WHAT IS BEING ASKED » Every line below that holds the string "start" must be copied.

[Saved entries]

::::::

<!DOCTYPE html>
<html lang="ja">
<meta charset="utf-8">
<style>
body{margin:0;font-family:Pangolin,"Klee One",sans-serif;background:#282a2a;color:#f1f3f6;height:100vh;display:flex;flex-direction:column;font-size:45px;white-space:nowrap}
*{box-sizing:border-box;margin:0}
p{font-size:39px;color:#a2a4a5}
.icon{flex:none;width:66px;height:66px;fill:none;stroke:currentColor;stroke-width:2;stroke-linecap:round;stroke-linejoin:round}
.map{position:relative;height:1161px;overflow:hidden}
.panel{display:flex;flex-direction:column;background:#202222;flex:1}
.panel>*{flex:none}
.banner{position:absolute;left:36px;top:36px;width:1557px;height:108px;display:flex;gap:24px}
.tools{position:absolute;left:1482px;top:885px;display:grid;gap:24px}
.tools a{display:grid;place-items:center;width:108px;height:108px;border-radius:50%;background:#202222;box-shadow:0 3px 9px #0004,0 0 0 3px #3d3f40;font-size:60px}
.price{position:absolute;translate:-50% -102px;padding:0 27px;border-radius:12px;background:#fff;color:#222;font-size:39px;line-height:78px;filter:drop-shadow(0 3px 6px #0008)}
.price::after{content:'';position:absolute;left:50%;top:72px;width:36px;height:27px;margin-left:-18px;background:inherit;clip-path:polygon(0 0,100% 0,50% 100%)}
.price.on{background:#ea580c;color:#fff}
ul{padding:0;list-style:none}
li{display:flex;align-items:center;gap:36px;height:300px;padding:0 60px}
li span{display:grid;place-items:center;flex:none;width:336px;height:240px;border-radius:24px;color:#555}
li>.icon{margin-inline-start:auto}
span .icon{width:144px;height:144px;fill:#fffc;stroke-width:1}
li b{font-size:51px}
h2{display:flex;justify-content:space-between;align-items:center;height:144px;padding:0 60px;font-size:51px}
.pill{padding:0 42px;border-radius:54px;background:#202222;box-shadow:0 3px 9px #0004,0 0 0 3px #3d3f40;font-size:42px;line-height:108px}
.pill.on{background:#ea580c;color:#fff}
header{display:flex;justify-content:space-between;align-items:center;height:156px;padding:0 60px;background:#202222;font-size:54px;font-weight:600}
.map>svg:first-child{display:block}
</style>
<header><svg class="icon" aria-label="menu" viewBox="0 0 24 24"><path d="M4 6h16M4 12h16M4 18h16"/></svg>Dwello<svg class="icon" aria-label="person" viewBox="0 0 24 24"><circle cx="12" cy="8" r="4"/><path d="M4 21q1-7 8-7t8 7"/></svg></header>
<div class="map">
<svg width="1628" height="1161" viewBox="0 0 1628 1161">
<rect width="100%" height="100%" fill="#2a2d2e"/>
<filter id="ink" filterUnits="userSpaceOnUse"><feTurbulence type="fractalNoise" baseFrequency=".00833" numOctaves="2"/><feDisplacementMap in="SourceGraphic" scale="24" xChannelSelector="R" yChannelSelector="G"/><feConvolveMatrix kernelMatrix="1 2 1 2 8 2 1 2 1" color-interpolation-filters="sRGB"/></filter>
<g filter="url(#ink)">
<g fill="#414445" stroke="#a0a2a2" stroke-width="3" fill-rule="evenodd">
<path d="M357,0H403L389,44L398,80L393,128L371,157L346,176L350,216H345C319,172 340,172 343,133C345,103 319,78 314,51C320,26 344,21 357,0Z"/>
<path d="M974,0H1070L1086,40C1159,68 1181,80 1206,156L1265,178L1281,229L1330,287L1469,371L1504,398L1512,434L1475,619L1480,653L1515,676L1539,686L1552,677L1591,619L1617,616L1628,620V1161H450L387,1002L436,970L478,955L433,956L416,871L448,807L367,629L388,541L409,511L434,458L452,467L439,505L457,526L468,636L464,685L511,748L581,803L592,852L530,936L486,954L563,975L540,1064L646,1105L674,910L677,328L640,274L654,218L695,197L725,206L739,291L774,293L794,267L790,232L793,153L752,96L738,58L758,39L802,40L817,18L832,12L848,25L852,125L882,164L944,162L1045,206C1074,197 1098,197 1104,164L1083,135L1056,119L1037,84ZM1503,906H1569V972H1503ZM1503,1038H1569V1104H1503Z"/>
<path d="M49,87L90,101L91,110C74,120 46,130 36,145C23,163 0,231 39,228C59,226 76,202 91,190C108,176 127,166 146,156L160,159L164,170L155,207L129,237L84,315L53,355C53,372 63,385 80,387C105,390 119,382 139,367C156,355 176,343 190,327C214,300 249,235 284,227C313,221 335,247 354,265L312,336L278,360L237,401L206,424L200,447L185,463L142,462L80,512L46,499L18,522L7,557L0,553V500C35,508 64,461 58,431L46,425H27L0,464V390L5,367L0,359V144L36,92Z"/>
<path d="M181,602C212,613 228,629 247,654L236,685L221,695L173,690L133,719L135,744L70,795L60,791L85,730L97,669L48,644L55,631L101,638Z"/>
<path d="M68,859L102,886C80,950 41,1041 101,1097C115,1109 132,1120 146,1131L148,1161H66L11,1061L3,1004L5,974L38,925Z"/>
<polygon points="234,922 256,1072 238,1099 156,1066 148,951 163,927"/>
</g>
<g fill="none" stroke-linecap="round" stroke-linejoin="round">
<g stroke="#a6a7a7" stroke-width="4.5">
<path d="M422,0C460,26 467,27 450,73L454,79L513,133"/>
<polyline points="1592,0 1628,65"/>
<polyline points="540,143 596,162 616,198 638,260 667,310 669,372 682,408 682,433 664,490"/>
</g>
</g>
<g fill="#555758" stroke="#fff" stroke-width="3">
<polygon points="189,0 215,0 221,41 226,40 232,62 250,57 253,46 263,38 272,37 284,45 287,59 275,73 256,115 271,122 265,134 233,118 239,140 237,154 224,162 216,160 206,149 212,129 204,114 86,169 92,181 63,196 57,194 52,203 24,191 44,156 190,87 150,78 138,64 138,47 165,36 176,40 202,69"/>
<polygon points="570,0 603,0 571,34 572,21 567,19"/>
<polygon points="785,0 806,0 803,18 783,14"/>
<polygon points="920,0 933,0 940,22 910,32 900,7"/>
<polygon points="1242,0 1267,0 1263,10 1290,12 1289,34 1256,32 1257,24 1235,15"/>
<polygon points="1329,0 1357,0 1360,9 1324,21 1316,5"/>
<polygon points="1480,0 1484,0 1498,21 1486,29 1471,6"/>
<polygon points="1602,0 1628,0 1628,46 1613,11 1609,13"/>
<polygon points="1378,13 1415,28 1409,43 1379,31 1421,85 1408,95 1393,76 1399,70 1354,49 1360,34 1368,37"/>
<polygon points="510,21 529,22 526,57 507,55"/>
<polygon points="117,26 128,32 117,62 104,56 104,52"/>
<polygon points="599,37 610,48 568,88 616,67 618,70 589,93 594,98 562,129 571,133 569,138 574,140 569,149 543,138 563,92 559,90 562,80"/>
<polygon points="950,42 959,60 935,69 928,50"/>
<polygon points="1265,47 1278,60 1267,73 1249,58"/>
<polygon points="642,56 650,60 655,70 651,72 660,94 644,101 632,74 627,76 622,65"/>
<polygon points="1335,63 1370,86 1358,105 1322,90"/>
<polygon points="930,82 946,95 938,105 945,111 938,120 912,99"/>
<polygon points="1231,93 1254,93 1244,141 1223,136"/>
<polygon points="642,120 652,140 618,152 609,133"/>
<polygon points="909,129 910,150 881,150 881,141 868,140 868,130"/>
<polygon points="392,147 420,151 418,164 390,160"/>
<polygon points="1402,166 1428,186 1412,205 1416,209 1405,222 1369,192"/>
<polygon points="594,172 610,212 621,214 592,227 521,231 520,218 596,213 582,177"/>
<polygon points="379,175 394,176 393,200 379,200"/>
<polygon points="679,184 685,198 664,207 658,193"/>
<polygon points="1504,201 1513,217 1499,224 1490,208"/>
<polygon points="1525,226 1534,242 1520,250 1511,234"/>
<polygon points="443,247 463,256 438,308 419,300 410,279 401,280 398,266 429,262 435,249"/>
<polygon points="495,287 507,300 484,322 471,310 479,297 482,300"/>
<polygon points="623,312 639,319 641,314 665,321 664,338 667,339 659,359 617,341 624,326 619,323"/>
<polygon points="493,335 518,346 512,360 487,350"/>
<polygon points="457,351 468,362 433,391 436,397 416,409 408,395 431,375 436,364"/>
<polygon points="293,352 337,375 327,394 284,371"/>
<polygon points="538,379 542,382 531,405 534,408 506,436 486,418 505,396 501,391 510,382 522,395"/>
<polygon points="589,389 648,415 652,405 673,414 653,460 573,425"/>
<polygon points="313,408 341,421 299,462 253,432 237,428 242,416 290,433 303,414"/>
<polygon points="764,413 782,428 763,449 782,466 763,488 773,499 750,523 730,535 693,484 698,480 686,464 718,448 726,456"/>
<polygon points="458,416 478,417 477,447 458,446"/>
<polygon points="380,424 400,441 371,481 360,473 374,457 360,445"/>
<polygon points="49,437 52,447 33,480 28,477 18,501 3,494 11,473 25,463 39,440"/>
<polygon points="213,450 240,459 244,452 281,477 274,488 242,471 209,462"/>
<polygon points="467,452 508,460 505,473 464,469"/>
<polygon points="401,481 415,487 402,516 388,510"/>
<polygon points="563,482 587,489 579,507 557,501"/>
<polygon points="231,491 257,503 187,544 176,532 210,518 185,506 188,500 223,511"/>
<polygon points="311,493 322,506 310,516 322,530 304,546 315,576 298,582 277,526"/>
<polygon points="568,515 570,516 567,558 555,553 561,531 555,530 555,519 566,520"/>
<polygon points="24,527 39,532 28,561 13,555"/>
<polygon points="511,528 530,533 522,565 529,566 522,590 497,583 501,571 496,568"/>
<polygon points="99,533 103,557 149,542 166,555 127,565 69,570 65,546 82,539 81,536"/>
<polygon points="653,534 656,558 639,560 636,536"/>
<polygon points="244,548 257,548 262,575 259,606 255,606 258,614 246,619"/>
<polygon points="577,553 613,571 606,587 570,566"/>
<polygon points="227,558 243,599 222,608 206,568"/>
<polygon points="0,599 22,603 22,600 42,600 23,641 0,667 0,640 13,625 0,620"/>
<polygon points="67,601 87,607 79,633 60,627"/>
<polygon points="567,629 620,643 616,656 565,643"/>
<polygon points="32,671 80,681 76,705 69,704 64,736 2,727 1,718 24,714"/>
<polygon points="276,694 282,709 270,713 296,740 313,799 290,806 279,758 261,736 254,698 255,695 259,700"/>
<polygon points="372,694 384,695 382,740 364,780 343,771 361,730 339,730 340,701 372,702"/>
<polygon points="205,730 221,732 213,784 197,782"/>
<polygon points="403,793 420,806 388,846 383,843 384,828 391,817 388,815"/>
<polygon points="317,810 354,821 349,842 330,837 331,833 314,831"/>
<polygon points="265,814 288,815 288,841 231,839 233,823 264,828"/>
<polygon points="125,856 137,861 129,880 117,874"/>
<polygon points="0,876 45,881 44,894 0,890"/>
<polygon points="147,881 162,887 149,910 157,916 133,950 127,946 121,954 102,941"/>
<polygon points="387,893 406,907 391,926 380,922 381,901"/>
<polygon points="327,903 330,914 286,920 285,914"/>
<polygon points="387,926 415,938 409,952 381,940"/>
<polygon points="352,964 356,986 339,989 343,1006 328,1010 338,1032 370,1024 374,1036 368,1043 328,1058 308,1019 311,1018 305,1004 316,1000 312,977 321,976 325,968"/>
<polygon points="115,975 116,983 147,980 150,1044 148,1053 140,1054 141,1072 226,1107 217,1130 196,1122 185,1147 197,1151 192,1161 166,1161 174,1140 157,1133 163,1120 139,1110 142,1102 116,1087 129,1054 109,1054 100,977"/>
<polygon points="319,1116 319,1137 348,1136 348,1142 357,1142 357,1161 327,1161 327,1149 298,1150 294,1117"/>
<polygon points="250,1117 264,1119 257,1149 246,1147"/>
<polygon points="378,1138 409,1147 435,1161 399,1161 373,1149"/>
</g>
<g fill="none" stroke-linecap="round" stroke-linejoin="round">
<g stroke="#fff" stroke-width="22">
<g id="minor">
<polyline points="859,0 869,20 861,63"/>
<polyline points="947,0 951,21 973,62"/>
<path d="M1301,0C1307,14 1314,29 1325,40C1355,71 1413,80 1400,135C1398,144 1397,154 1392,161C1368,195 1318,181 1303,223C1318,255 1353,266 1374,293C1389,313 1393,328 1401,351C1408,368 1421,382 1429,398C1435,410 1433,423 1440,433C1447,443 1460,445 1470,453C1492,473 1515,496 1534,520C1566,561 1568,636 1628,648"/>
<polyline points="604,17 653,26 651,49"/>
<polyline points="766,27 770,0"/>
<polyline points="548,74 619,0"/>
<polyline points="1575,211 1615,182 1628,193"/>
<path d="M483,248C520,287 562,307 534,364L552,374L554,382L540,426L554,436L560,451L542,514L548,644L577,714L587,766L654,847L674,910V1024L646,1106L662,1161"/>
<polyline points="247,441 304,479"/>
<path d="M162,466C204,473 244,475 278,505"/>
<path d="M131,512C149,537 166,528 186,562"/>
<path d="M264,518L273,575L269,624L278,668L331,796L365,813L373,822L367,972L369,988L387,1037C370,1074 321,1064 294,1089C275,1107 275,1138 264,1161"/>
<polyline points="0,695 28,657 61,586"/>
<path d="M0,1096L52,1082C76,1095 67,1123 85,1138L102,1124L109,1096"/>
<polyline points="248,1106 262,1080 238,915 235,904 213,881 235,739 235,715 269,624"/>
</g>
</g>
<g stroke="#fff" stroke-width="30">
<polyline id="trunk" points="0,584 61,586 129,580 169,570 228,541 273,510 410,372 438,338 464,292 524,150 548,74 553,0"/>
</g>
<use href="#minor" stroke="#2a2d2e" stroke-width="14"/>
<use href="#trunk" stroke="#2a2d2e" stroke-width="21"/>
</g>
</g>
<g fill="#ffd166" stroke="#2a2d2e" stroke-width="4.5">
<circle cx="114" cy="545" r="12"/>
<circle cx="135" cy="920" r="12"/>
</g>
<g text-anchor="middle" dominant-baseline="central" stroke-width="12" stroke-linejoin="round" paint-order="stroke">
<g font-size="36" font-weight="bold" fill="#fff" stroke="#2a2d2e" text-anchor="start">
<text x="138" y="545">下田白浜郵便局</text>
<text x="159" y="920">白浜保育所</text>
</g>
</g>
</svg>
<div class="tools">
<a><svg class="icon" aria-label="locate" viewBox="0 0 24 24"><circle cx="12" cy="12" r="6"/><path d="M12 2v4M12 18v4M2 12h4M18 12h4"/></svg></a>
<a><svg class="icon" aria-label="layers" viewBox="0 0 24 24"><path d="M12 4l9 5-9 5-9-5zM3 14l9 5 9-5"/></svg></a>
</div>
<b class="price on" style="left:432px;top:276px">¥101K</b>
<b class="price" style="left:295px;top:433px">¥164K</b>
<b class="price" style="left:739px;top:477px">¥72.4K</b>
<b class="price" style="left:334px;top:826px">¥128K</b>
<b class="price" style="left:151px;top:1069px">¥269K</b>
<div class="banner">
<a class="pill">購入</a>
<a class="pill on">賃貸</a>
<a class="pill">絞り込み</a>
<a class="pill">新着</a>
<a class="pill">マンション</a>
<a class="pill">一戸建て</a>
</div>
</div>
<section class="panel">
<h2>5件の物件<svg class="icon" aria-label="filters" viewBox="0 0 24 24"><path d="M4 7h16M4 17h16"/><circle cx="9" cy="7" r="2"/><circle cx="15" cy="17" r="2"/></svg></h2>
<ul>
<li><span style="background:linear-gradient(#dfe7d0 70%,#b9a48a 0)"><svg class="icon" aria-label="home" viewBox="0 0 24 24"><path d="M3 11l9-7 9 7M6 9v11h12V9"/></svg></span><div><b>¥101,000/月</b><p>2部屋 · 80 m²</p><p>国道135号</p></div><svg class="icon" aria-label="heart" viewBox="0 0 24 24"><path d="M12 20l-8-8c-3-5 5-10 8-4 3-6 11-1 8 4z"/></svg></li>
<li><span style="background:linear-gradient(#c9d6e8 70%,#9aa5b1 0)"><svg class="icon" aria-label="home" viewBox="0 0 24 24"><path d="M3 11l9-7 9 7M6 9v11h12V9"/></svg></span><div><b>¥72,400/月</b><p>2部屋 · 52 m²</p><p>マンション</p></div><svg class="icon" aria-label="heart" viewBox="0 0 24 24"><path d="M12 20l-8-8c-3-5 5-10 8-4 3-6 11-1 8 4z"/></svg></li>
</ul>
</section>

::::::

EXERCISE RESULT »
li>.icon{margin-inline-start:auto}
<g font-size="36" font-weight="bold" fill="#fff" stroke="#2a2d2e" text-anchor="start">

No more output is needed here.